| EXERCISE |
Your answer must be the lines from the start of the records through the line with "const g = document.querySelector('canvas').getContext('2d');", exactly as written, without the pictures.

[Dataset entries]

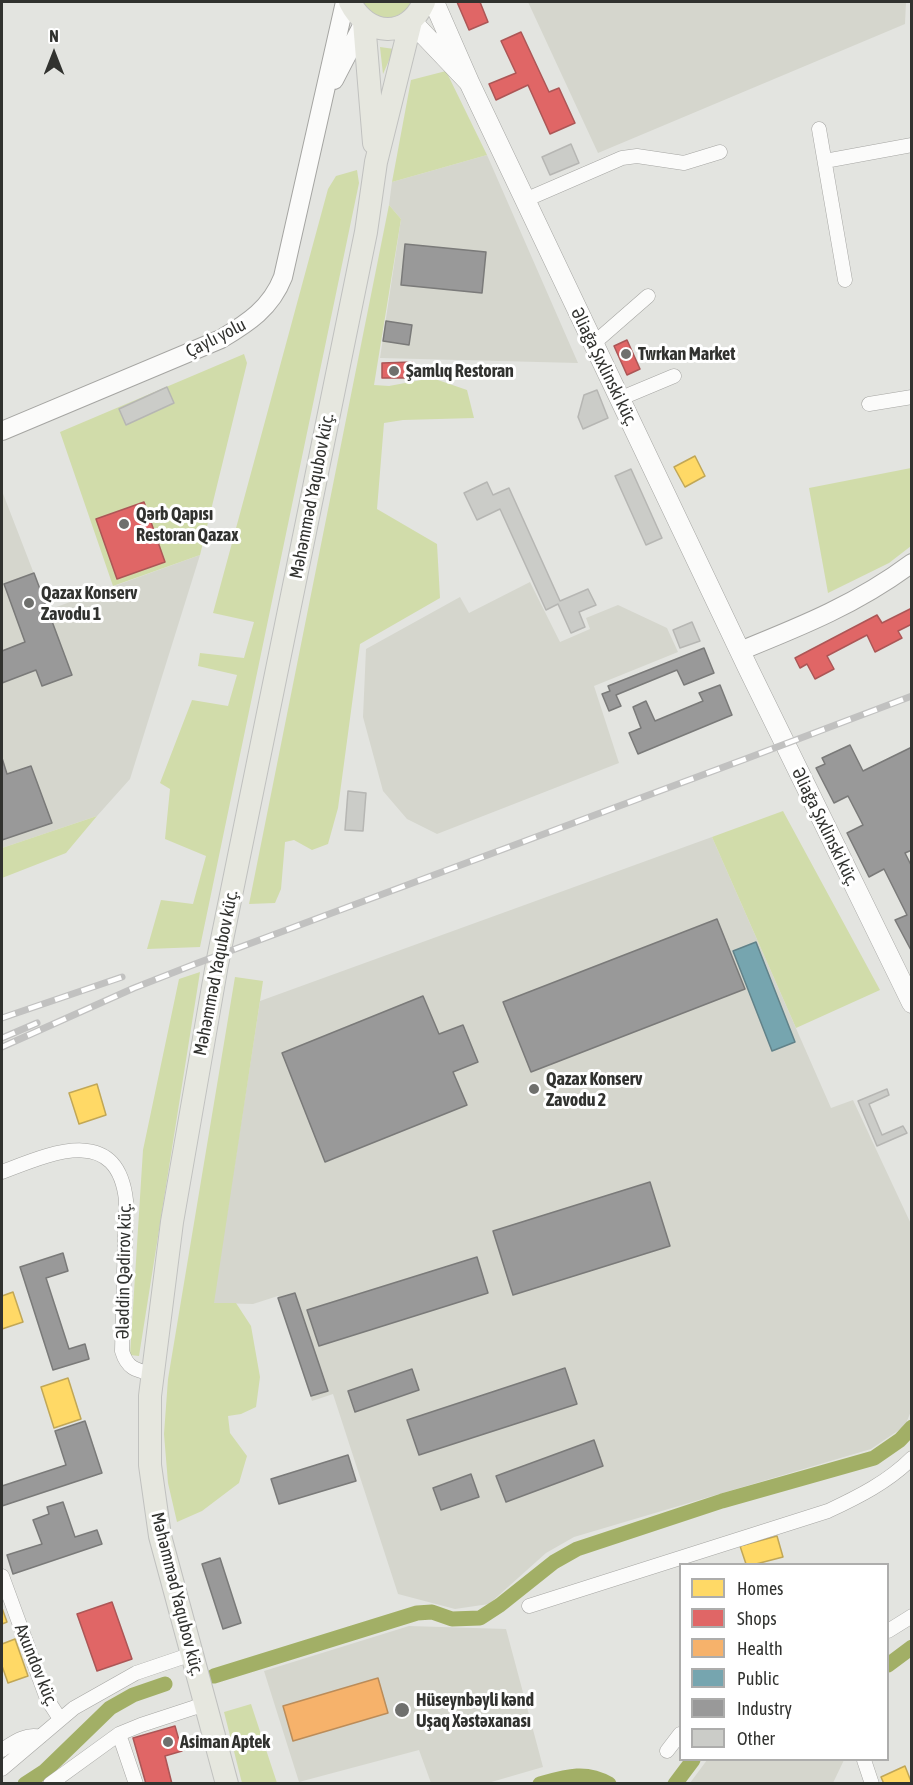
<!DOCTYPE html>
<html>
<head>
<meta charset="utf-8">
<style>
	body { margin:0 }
	#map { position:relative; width:913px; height:1785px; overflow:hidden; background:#e3e4e0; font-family:"Asap Condensed",sans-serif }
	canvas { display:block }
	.frame { position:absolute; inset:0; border:3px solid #31322f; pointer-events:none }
	.legend { position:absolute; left:679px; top:1563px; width:210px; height:198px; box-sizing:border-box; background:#fff; border:2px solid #adadac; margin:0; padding:8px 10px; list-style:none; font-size:18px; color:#31322f }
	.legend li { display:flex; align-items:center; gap:12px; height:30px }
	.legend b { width:30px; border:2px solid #adadac }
	.north { position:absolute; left:24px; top:24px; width:60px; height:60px; -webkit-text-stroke:4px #fff; paint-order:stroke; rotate:0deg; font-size:16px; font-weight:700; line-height:24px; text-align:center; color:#31322f }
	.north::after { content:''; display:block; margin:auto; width:21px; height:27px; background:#31322f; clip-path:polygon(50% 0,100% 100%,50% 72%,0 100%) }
</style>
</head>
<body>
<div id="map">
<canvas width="913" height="1785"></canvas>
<div class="frame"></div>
<ul class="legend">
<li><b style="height:16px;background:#ffd966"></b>Homes</li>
<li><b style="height:16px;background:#e06666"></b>Shops</li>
<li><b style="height:16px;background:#f6b26b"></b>Health</li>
<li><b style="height:16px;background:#76a5af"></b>Public</li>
<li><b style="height:16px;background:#999"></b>Industry</li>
<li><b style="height:16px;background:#cbccc8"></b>Other</li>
</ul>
<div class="north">N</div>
</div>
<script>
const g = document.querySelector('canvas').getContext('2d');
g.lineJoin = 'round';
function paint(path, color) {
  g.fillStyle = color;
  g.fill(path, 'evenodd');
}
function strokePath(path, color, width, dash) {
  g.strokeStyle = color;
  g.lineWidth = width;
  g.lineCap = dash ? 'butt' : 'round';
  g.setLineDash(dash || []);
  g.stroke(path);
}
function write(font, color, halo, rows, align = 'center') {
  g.font = font + ' "Asap Condensed",sans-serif';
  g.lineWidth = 6;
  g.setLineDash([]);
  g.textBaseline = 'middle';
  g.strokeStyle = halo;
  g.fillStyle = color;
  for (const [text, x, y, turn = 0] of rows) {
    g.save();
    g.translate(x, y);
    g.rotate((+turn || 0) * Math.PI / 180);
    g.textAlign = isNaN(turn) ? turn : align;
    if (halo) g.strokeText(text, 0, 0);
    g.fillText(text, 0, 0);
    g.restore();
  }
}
paint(new Path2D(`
	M528,2H906L905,24L598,153Z
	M487,155L578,363L380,358L401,219L389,205L392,182Z
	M2,491L48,610L200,555L130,779L97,816L2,848Z
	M530,582L560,642L590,629L586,618L618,605L667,628L678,652L594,686L619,763L437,834L407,819L383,791L363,717L366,649L460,597L469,613Z
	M712,837L831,1108L853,1100L911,1224V1411L905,1426L871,1449L574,1537L546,1553L489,1604L455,1609L398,1594L333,1394L312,1401L278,1296L253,1304L213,1303L260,1001Z
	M409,1626L506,1629L543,1767L488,1783H431L419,1750L299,1782L264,1671Z
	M707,1760H844L833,1783H690Z`), '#d5d6cd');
paint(new Path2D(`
	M363,2H413C400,21 374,26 363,2Z
	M380,47L394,49L383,74Z
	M446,71L487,155L392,182L411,80Z
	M357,170L359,183L200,947L147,949L161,900L193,904L206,856L165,839L170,789L160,783L192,700L228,706L237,675L198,666L200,653L244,658L254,622L213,613L328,189L336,176Z
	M389,205L401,219L374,385L389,386L432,378L467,390L474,418L403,420L384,423L377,509L437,544L440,598L360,644L338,808L328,844L312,850L294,840L285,842L281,889L275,903L249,904Z
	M244,354L247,363L200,555L113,586L60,432Z
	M911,468V546L889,563L828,593L809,488Z
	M783,811L880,990L796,1028L712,837Z
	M97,816L66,853L2,878V848Z
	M200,972L139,1356L130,1355L143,1150L179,979Z
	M235,977L263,981L214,1303H236L251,1326L260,1377L256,1407L241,1414L228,1416L230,1433L247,1456L239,1483L202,1511L177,1522L168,1483L164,1434L168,1379Z
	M251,1704L277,1783H242L224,1712Z`), '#d1dcaa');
const homes = new Path2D(`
	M695,456L705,476L685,487L674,467Z
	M97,1084L106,1115L79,1124L69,1093Z
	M13,1292L23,1322L2,1329V1296Z
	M68,1378L81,1419L54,1428L41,1387Z
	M777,1536L783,1557L756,1564H746L740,1546Z
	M2,1608L7,1622L2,1624Z
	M15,1639L28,1676L8,1683L2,1666V1644Z
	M905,1766L912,1784H884L881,1777Z`);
paint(homes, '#ffd966');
strokePath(homes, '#c1a756', 1.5);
const shops = new Path2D(`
	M457,2H480L488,22L469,30Z
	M521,32L549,92L559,88L575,123L550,134L528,85L496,100L489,84L516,73L501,41Z
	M627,340L640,369L627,375L614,346Z
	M412,362V378H382V363Z
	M144,502L165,562L117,579L96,519Z
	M912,608V624L898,631L902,638L875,652L867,635L827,656L834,669L815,679L807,664L800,668L795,658L877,615L882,623Z
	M112,1602L132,1659L97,1671L77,1614Z
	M175,1726L182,1751L165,1756L172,1784H146L133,1738Z`);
paint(shops, '#e06666');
strokePath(shops, '#ac5656', 1.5);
const health = new Path2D(`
	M378,1678L388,1713L293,1741L283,1706Z`);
paint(health, '#f6b26b');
strokePath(health, '#bb8c59', 1.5);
const public = new Path2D(`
	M756,942L795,1042L772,1051L733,951Z`);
paint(public, '#76a5af');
strokePath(public, '#618289', 1.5);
const industry = new Path2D(`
	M405,244L486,252L482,293L401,285Z
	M386,321L412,325L409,345L383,341Z
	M34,573L72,675L42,686L36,670L2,683V651L25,642L4,584Z
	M704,648L714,673L684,685L677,670L616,695L621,706L609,711L602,694L610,691L608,686Z
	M720,685L732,715L638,754L629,733L641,728L633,707L646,701L655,721L703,701L699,693Z
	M850,745L863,771L912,747V850L905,853L912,867V952L895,920L907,915L884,869L869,877L847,833L863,825L848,796L834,803L816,768L825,764L822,758Z
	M2,758L7,774L31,766L52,823L2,840Z
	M717,919L745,989L531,1072L503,1002Z
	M423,996L439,1034L463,1025L478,1062L453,1072L467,1105L325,1162L282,1053Z
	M650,1182L670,1246L513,1295L493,1231Z
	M63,1253L68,1271L46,1278L69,1349L85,1344L89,1359L53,1370L20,1267Z
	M477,1257L488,1293L319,1346L307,1310Z
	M295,1293L328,1391L311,1396L278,1298Z
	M565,1368L577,1404L419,1455L407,1420Z
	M412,1369L419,1390L355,1412L348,1391Z
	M85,1421L102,1473L2,1506V1486L66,1465L55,1431Z
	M594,1440L603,1466L506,1502L496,1476Z
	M348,1455L356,1481L279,1504L271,1479Z
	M471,1474L479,1497L441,1510L433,1488Z
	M63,1502L75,1537L97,1530L102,1544L13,1574L7,1555L42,1544L33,1520L49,1514L47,1507Z
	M220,1558L241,1623L223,1629L202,1564Z`);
paint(industry, '#999');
strokePath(industry, '#7a7a79', 1.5);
strokePath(new Path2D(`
	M888,1665L912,1647
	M214,1676L417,1613L432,1612L452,1619L480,1618L500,1605L554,1562L577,1549L722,1501L874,1458L900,1440L912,1427
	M25,1784L45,1771L110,1708L133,1695L165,1684
	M540,1784C565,1777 585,1770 609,1784
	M675,1784L693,1760`), '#a2af66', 15);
const building = new Path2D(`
	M571,144L579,163L550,175L542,157Z
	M167,387L174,403L126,425L119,409Z
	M597,390L608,418L583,429L578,417L584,395Z
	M631,469L662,538L646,545L615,476Z
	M487,482L493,495L509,488L560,601L588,589L596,605L579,612L585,627L571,633L558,604L546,610L500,509L477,520L464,493Z
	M692,622L700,641L680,648L673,630Z
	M348,791L366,793L363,831L345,830Z
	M887,1089L889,1095L869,1104L882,1135L903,1126L907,1133L877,1146L858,1101Z`);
paint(building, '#cbccc8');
strokePath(building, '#b6b6b3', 1.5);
const minor = new Path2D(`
	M819,129L845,280
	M825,161L912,145
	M525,200L622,158L637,156L684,163L720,152
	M593,344L648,296
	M619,399L674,376
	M869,404L912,397
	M2,1172C49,1154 117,1123 126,1200L122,1351C127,1368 135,1370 152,1374
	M2,1576L47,1699L60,1719
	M529,1606L828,1511C858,1497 888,1482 912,1458
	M888,1631L912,1616
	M119,1734L136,1784
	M2,1750C13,1743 26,1733 40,1737
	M667,1751L680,1734
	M864,1760L872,1784
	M2,1769L74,1708L136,1673L192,1654
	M50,1784L119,1734L141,1725L205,1704`);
const tertiary = new Path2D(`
	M334,80L364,22
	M2,431L221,339C248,323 271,308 283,277L345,2
	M740,651C802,626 857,604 912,563`);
const secondary = new Path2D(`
	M411,21L469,82L434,2
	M469,82L748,668L912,1003`);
const primary = new Path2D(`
	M350,2C367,37 408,39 424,2
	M364,22L374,143
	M227,1784L160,1536L150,1465V1396L172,1222L217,964L366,232L376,162L411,21`);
strokePath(minor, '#a5a5a2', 15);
strokePath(tertiary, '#a5a5a2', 20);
strokePath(secondary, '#a5a5a2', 21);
strokePath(primary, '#c0c1bf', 24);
strokePath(minor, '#fbfbfa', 14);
strokePath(tertiary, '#fbfbfa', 18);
strokePath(secondary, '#fbfbfa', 20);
strokePath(primary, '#e6e7df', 22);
const rail = new Path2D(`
	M2,1018L122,977
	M2,1038L37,1023
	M2,1047L134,988L195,964L748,758L912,696`);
strokePath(rail, '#c1c1c0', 7);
strokePath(rail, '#fff', 4.5, [14]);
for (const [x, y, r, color] of [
	[626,354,6,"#6f706d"],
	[394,371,6,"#6f706d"],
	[124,524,6,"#6f706d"],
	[29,603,6,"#6f706d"],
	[534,1089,6,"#6f706d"],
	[402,1710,8,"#6f706d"],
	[168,1742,6,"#6f706d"]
]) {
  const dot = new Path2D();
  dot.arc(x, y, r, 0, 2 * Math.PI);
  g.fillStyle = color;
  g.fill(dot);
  strokePath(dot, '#fff', 2);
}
write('18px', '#31322f', '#fff', [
	["Çaylı yolu",216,338,-27],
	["Əliağa Şıxlinski küç.",604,367,64],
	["Məhəmməd Yaqubov küç.",312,496,-79],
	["Əliağa Şıxlinski küç.",825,827,64],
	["Məhəmməd Yaqubov küç.",216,973,-79],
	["Ələddin Qədirov küç.",124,1271,-89],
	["Məhəmməd Yaqubov küç.",177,1594,76],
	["Axundov küç.",36,1665,68]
]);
write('bold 18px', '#31322f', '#fff', [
	["Twrkan Market",638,354],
	["Şamlıq Restoran",406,371],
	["Qərb Qapısı",136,514],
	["Restoran Qazax",136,535],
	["Qazax Konserv",41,593],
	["Zavodu 1",41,614],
	["Qazax Konserv",546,1079],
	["Zavodu 2",546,1100],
	["Hüseynbəyli kənd",416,1700],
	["Uşaq Xəstəxanası",416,1721],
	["Asiman Aptek",180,1742]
], 'left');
</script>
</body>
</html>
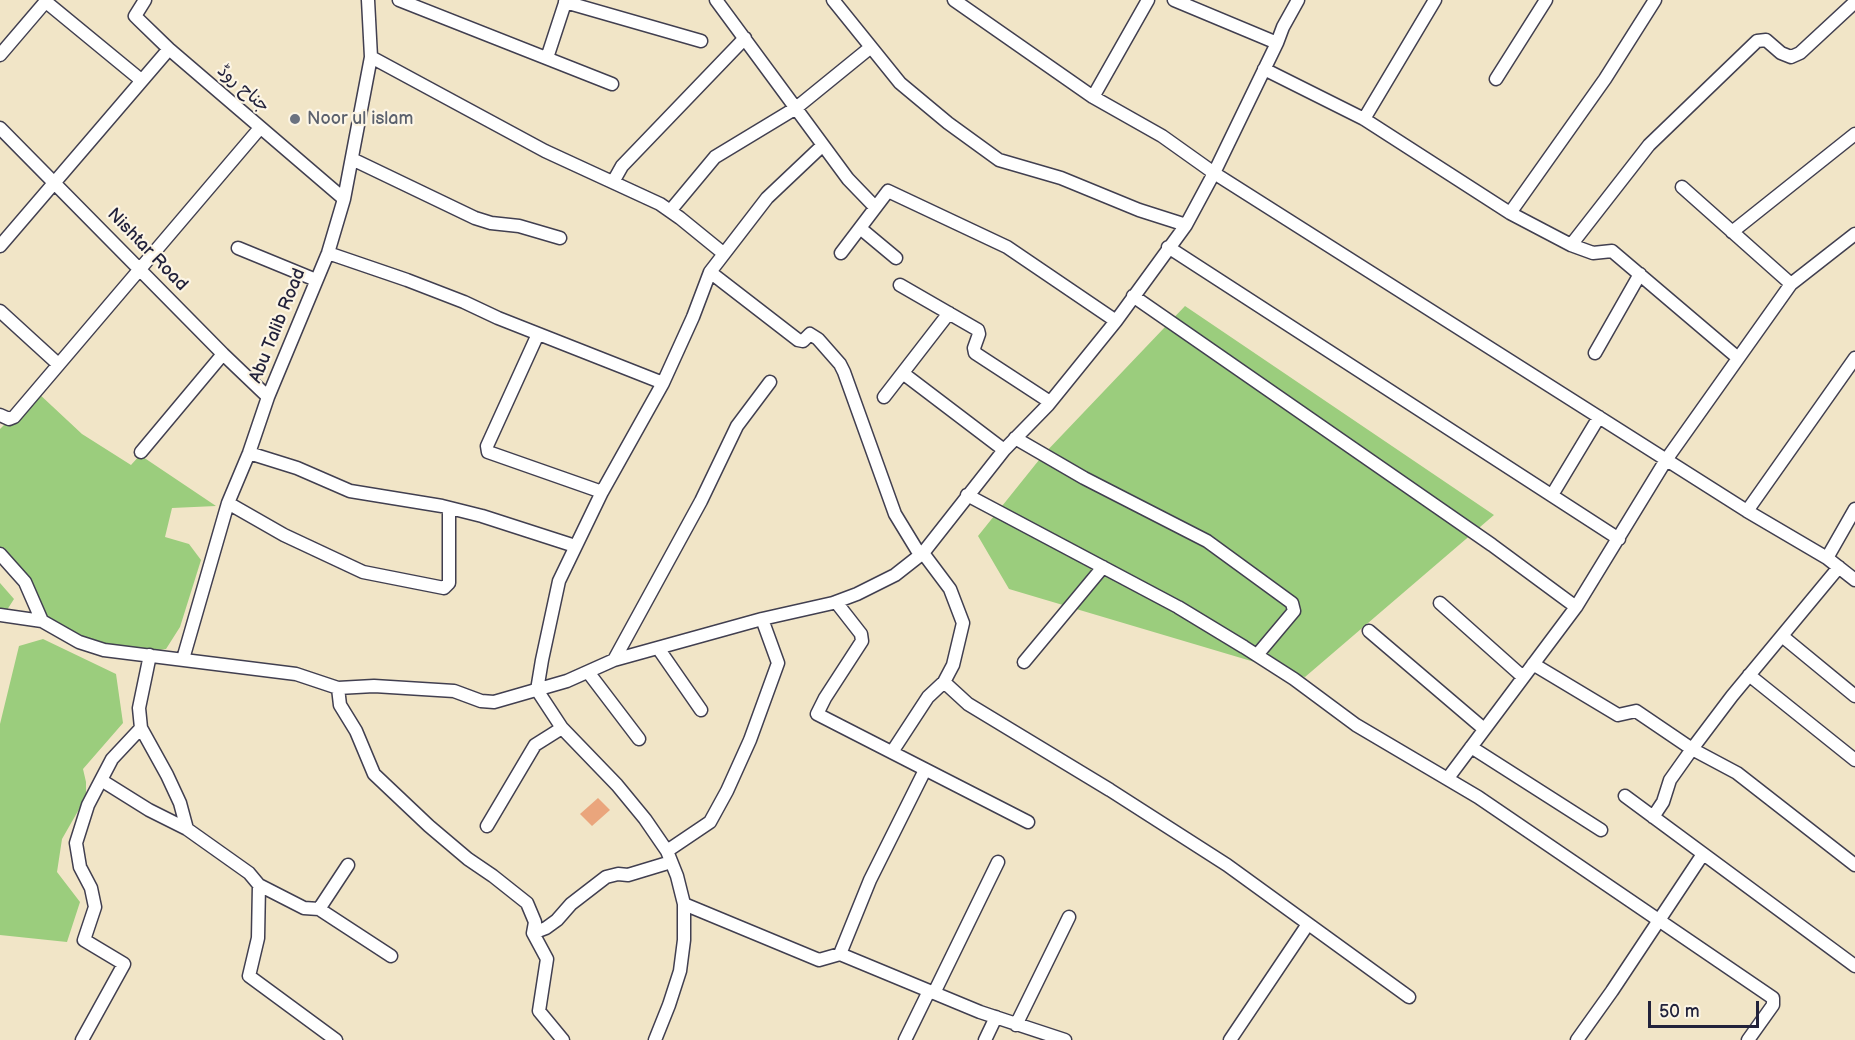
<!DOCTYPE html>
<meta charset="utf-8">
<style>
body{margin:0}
#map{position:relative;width:1855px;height:1040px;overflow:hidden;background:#f1e5c7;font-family:"Balsamiq Sans",sans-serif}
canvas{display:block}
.scale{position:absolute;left:1648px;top:1001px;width:111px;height:27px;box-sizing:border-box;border:3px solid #22223b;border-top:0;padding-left:8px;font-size:18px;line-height:21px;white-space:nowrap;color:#22223b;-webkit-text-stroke:4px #fcf5e5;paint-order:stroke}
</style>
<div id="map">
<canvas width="1855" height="1040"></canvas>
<div class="scale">50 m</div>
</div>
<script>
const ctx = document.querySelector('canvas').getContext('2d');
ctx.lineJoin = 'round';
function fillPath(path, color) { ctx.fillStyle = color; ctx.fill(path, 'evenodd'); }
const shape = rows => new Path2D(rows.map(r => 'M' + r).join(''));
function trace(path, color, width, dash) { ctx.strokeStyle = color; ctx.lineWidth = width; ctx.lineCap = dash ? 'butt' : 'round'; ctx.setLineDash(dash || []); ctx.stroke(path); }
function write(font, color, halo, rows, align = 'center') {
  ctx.font = font + ' "Balsamiq Sans","Playpen Sans Arabic",sans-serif'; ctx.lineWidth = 4.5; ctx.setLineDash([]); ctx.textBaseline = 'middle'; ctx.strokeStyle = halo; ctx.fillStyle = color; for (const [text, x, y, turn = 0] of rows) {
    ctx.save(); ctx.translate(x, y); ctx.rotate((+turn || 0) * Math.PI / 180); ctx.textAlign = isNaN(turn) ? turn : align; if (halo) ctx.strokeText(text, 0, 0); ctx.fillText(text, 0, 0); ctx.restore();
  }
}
const green = shape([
 [1185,306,1494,515,1305,677,1009,589,978,536,1043,455],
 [37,392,82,434,131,465,140,455,216,506,172,508,165,537,189,544,201,560,180,627,166,649,136,653,89,643,51,623,0,563,0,429],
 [0,583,14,599,7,610,0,609],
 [43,639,116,674,123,723,83,769,86,782,86,797,62,839,57,872,80,902,67,942,0,935,0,724,19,646]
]);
const building = shape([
 [598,798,610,810,592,826,580,814]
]);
const minor = shape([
 [145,0,135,16,139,20,169,49,344,199],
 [399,0,612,84],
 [716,0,848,179,875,207],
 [833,0,900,83,948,123,999,160,1061,178,1139,210,1186,225],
 [954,0,1093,97,1162,136,1214,173,1747,511,1827,558,1855,580],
 [1174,0,1277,43],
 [1655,0,1605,79,1510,213,1571,245,1593,253,1612,251,1738,358],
 [45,1,141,80],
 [565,2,701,41],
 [0,55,47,0],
 [371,57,545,151,660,204,680,218,723,253],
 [547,58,566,0],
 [1264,69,1364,119,1510,213],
 [1496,79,1546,0],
 [1093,97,1148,0],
 [1364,119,1435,0],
 [0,128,223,354,268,397],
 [352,159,475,218,491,223,519,226,560,238],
 [613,182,622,166,745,38],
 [1682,187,1791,284],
 [670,211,715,157,796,108,871,47],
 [860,228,896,258],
 [1732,232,1855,134],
 [1571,245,1649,145,1757,41,1766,40,1781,53,1791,57,1800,53,1855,2],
 [0,246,169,49],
 [1168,247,1619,539],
 [238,248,316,280],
 [328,253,407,280,464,302,498,318,663,383],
 [841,253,888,191,1007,247,1116,321],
 [710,272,798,340,803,341,810,334,818,339,840,364,844,372,895,514,920,555],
 [900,285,978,330,979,334,974,348,975,353,1050,402],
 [1133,296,1492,545,1576,607],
 [0,311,58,364],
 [538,334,487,446,488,452,602,492],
 [1595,353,1640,274],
 [904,374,1004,450],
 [884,397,949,313],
 [0,415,9,419,14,417,260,128],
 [1015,438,1084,478,1207,541,1292,603,1294,611,1257,655],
 [141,452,223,354],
 [249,453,297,468,350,491,442,506,482,516,575,546],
 [967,495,1178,607,1244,647,1294,679,1356,725,1478,797,1773,998,1773,1005,1748,1040],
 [1552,495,1599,417],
 [228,503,284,535,363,572,444,588,449,583,449,508],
 [1747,511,1855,358],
 [0,554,25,582,42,621],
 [1827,558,1855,509],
 [836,602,861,634,862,641,825,698,817,714,1028,822],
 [1440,603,1523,677],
 [0,615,42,621,79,642,104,650,296,674,338,688,374,686,454,691,481,701,494,702,567,681,614,660,762,619,833,603,857,594,895,575,923,553,1004,450,1048,405,1116,321,1186,225,1214,173,1277,43,1283,27,1298,0],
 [1369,631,1484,729],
 [1782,636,1855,696],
 [658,648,701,710],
 [150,655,139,708,141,728,167,775,180,803,187,829,249,873,259,885,258,938,249,976,336,1040],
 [183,659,228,503,249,453,268,397,328,253,344,199,371,57,368,0],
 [614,660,701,501,737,426,770,382],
 [1024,662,1103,567],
 [1533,664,1618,715,1636,711,1692,749,1737,773,1855,865],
 [588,672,639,739],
 [1749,675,1855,760],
 [944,682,968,704,1110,790,1227,865,1409,997],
 [338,688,340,705,356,731,374,774,429,826,468,859,493,876,527,903,535,922,533,933,547,959,539,1011,563,1040],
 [1471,747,1601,830],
 [892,752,928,697,944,682,953,665,963,623,950,589,923,553],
 [1448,778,1576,607,1666,460,1791,284,1855,234],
 [101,780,112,759,141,728],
 [1625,796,1855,966],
 [1653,817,1663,802,1670,780,1692,749,1732,696,1839,567],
 [487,826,535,745,562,728],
 [667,851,710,822,727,791,750,740,778,663,762,619],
 [259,885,304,908,319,909,348,865],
 [684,904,819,960,840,954,980,1012,1065,1040],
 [319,909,391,956],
 [533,933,546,928,557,920,571,904,606,877,618,874,628,875,671,862],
 [840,954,870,880,925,770],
 [934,993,998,862],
 [1016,1025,1069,917],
 [82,1040,124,964,84,940,95,907,91,888,80,867,76,843,88,805,101,780,149,810,187,829],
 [655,1040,669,1005,680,971,684,940,684,904,677,876,667,851,645,819,617,785,562,728,537,690,542,660,559,581,602,492,663,383,693,317,710,272,767,198,823,145],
 [905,1040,929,991],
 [985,1040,996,1017],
 [1230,1040,1308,924],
 [1577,1040,1612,991,1703,854]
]);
const markers = [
 [295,119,6,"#6b7280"]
];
const streetNames = [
 ["جناح روڈ",243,89,41],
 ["Nishtar Road",147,250,46],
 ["Abu Talib Road",278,326,-68]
];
const worshipNames = [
 ["Noor ul islam",307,119]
];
fillPath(green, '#9bcd7d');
fillPath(building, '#eaa57c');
trace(minor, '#413f50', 15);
trace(minor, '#fff', 12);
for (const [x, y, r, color] of markers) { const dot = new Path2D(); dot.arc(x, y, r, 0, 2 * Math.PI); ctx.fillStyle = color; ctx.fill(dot); trace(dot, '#fcf5e5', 2); }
write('18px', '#22223b', '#fcf5e5', streetNames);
write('18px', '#5b616d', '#fcf5e5', worshipNames, 'left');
</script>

| RESPONSE TO THE TASK |
<!DOCTYPE html>
<html>
<head>
<meta charset="utf-8">
<style>
	body { margin:0 }
	#map { position:relative; width:913px; height:1785px; overflow:hidden; background:#e3e4e0; font-family:"Asap Condensed",sans-serif }
	canvas { display:block }
	.frame { position:absolute; inset:0; border:3px solid #31322f; pointer-events:none }
	.legend { position:absolute; left:679px; top:1563px; width:210px; height:198px; box-sizing:border-box; background:#fff; border:2px solid #adadac; margin:0; padding:8px 10px; list-style:none; font-size:18px; color:#31322f }
	.legend li { display:flex; align-items:center; gap:12px; height:30px }
	.legend b { width:30px; border:2px solid #adadac }
	.north { position:absolute; left:24px; top:24px; width:60px; height:60px; -webkit-text-stroke:4px #fff; paint-order:stroke; rotate:0deg; font-size:16px; font-weight:700; line-height:24px; text-align:center; color:#31322f }
	.north::after { content:''; display:block; margin:auto; width:21px; height:27px; background:#31322f; clip-path:polygon(50% 0,100% 100%,50% 72%,0 100%) }
</style>
</head>
<body>
<div id="map">
<canvas width="913" height="1785"></canvas>
<div class="frame"></div>
<ul class="legend">
<li><b style="height:16px;background:#ffd966"></b>Homes</li>
<li><b style="height:16px;background:#e06666"></b>Shops</li>
<li><b style="height:16px;background:#f6b26b"></b>Health</li>
<li><b style="height:16px;background:#76a5af"></b>Public</li>
<li><b style="height:16px;background:#999"></b>Industry</li>
<li><b style="height:16px;background:#cbccc8"></b>Other</li>
</ul>
<div class="north">N</div>
</div>
<script>
const g = document.querySelector('canvas').getContext('2d');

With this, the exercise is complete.